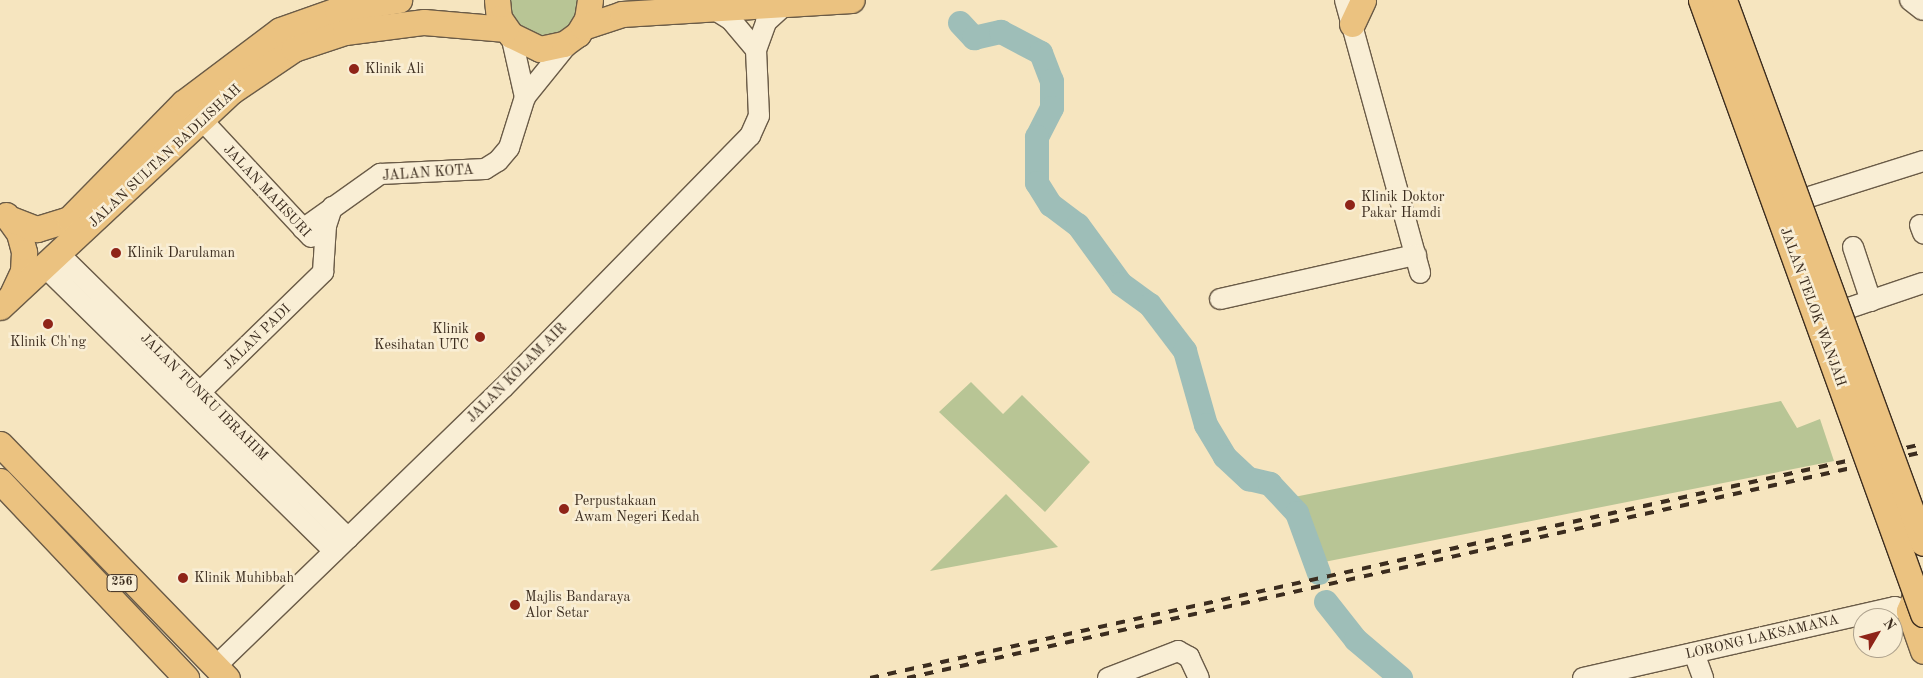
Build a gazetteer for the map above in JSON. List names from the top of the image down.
{
  "streets": {
    "main road": ["JALAN SULTAN BADLISHAH", "JALAN TELOK WANJAH", "256"],
    "street": [
      "JALAN KOTA",
      "JALAN MAHSURI",
      "JALAN PADI",
      "JALAN KOLAM AIR",
      "JALAN TUNKU IBRAHIM",
      "LORONG LAKSAMANA"
    ]
  },
  "crossings": [
    ["JALAN SULTAN BADLISHAH", "JALAN MAHSURI"],
    ["JALAN SULTAN BADLISHAH", "JALAN TUNKU IBRAHIM"],
    ["JALAN KOTA", "JALAN MAHSURI"],
    ["JALAN MAHSURI", "JALAN PADI"],
    ["JALAN TELOK WANJAH", "LORONG LAKSAMANA"],
    ["JALAN PADI", "JALAN TUNKU IBRAHIM"],
    ["JALAN KOLAM AIR", "JALAN TUNKU IBRAHIM"],
    ["JALAN KOLAM AIR", "256"]
  ],
  "places": [
    "Klinik Ali",
    "Klinik Doktor Pakar Hamdi",
    "Klinik Darulaman",
    "Klinik Ch'ng",
    "Klinik Kesihatan UTC",
    "Perpustakaan Awam Negeri Kedah",
    "Klinik Muhibbah",
    "Majlis Bandaraya Alor Setar"
  ],
  "north": "top right"
}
..............................
## Aim of the exercise
Please print everything in the material exactly, apart from the pictures.

## Reply to the exercise
Build a gazetteer for the map above in JSON. List names from the top of the image down.
{
  "streets": {
    "main road": ["JALAN SULTAN BADLISHAH", "JALAN TELOK WANJAH", "256"],
    "street": [
      "JALAN KOTA",
      "JALAN MAHSURI",
      "JALAN PADI",
      "JALAN KOLAM AIR",
      "JALAN TUNKU IBRAHIM",
      "LORONG LAKSAMANA"
    ]
  },
  "crossings": [
    ["JALAN SULTAN BADLISHAH", "JALAN MAHSURI"],
    ["JALAN SULTAN BADLISHAH", "JALAN TUNKU IBRAHIM"],
    ["JALAN KOTA", "JALAN MAHSURI"],
    ["JALAN MAHSURI", "JALAN PADI"],
    ["JALAN TELOK WANJAH", "LORONG LAKSAMANA"],
    ["JALAN PADI", "JALAN TUNKU IBRAHIM"],
    ["JALAN KOLAM AIR", "JALAN TUNKU IBRAHIM"],
    ["JALAN KOLAM AIR", "256"]
  ],
  "places": [
    "Klinik Ali",
    "Klinik Doktor Pakar Hamdi",
    "Klinik Darulaman",
    "Klinik Ch'ng",
    "Klinik Kesihatan UTC",
    "Perpustakaan Awam Negeri Kedah",
    "Klinik Muhibbah",
    "Majlis Bandaraya Alor Setar"
  ],
  "north": "top right"
}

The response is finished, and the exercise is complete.